● How to complete this task
Count how many lines of the data include "position". The answer is that number and nothing else.

● Exercise data
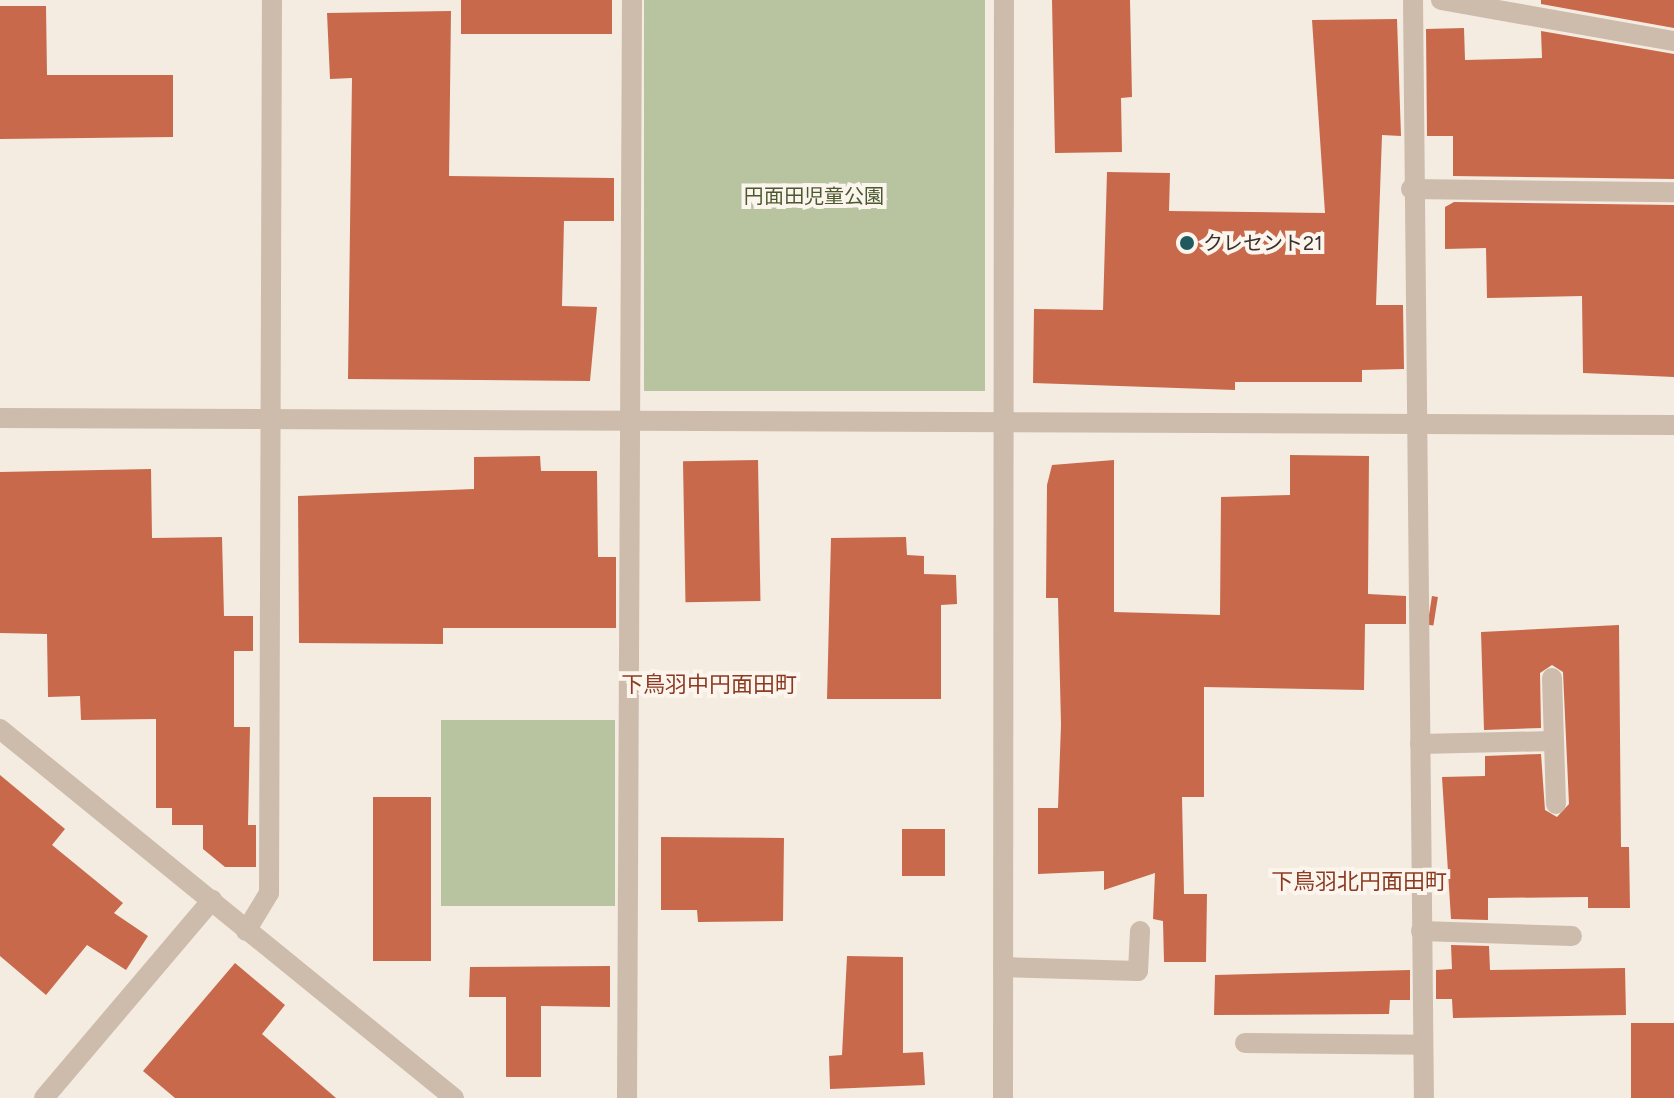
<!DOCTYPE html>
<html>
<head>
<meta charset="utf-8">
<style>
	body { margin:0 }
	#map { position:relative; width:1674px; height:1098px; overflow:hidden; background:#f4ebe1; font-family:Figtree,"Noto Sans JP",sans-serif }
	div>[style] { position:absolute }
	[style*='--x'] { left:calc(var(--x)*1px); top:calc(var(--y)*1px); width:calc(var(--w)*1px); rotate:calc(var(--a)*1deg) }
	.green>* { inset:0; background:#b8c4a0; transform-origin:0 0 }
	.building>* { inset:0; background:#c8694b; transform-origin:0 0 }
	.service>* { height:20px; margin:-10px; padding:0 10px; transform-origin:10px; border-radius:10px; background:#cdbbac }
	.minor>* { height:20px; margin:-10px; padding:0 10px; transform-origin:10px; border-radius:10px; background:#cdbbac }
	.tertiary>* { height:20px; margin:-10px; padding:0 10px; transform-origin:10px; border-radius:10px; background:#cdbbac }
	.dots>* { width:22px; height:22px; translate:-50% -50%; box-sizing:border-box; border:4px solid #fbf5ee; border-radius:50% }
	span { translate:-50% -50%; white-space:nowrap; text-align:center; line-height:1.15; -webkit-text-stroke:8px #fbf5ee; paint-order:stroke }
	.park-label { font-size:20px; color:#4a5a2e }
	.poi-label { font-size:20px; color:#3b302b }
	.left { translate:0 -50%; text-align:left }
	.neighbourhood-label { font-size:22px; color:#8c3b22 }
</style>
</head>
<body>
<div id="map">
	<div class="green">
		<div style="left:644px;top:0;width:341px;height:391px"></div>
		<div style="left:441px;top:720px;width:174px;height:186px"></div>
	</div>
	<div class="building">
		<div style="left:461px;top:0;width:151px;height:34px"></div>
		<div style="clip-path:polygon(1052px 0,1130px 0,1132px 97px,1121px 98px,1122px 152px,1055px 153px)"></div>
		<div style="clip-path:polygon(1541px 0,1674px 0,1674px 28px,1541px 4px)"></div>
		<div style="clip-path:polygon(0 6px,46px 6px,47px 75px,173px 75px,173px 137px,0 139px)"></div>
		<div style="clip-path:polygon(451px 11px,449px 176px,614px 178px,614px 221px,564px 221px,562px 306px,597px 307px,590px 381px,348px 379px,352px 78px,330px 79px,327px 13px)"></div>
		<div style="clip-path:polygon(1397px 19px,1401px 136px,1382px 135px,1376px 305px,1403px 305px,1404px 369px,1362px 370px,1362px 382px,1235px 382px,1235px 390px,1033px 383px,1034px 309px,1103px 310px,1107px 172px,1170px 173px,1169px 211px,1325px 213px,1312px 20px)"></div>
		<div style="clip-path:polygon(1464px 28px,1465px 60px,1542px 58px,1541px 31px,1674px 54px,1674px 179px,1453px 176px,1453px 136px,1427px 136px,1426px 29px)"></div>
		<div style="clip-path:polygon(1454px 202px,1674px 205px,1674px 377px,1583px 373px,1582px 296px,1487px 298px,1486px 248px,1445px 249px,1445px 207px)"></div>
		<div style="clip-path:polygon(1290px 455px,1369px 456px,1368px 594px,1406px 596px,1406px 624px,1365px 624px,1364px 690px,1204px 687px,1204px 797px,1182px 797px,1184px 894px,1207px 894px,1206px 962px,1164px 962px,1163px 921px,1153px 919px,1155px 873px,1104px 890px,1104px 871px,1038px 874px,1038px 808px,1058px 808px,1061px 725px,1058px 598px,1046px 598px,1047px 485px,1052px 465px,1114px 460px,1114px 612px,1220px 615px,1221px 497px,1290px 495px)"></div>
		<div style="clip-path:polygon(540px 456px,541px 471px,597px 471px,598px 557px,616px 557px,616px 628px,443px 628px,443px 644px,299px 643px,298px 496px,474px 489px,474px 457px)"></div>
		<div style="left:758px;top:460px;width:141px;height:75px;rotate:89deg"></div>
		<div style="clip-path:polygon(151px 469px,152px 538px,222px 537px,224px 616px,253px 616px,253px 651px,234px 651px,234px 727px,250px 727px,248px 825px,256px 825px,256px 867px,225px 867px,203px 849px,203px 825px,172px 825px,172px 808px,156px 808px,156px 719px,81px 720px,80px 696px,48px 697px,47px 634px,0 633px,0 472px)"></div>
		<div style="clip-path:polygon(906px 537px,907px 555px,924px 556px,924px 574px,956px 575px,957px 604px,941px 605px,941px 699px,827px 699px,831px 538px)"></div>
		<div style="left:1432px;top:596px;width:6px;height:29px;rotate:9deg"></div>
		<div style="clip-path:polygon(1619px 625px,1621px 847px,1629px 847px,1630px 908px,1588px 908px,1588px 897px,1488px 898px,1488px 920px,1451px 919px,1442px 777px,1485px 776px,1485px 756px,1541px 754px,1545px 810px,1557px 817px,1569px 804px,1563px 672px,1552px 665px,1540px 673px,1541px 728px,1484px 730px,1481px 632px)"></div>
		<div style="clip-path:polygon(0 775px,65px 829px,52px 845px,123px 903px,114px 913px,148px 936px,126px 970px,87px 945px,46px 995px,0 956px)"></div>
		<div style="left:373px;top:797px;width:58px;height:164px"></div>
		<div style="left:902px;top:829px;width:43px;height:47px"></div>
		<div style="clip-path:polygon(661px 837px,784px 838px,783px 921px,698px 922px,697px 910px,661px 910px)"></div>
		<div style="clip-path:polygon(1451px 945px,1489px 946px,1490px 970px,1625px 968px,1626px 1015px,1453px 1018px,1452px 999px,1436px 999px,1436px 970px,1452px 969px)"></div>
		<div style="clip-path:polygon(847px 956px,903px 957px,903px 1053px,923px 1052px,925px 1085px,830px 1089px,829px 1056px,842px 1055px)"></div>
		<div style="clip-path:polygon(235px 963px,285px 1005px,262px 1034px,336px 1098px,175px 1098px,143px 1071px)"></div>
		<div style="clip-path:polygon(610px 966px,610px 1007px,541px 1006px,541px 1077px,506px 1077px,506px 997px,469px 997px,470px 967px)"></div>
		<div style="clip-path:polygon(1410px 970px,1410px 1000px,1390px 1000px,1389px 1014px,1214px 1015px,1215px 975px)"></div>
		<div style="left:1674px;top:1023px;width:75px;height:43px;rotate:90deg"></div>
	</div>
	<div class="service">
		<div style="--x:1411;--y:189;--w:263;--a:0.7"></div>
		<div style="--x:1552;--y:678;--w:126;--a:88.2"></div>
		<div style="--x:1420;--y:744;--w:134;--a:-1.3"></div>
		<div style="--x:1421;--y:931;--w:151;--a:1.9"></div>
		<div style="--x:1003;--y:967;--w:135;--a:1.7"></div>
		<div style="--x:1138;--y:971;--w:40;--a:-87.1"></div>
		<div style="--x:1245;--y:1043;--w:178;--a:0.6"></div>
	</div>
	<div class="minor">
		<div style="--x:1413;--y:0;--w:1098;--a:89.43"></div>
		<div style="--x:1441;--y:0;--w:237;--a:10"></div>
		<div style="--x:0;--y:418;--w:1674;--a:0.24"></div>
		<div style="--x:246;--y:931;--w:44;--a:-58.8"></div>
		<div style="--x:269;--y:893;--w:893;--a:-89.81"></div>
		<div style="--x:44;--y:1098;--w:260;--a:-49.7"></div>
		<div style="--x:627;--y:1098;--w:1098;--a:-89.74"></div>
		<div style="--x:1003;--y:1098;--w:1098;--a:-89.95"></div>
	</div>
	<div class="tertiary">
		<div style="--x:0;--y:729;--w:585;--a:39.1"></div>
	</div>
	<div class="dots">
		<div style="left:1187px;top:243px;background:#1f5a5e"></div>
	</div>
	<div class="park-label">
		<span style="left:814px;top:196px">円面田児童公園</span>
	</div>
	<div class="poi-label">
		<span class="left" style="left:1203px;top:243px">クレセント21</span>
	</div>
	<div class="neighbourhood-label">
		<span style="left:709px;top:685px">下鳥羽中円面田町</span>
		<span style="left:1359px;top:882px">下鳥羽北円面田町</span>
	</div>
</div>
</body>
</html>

● Response for this exercise
2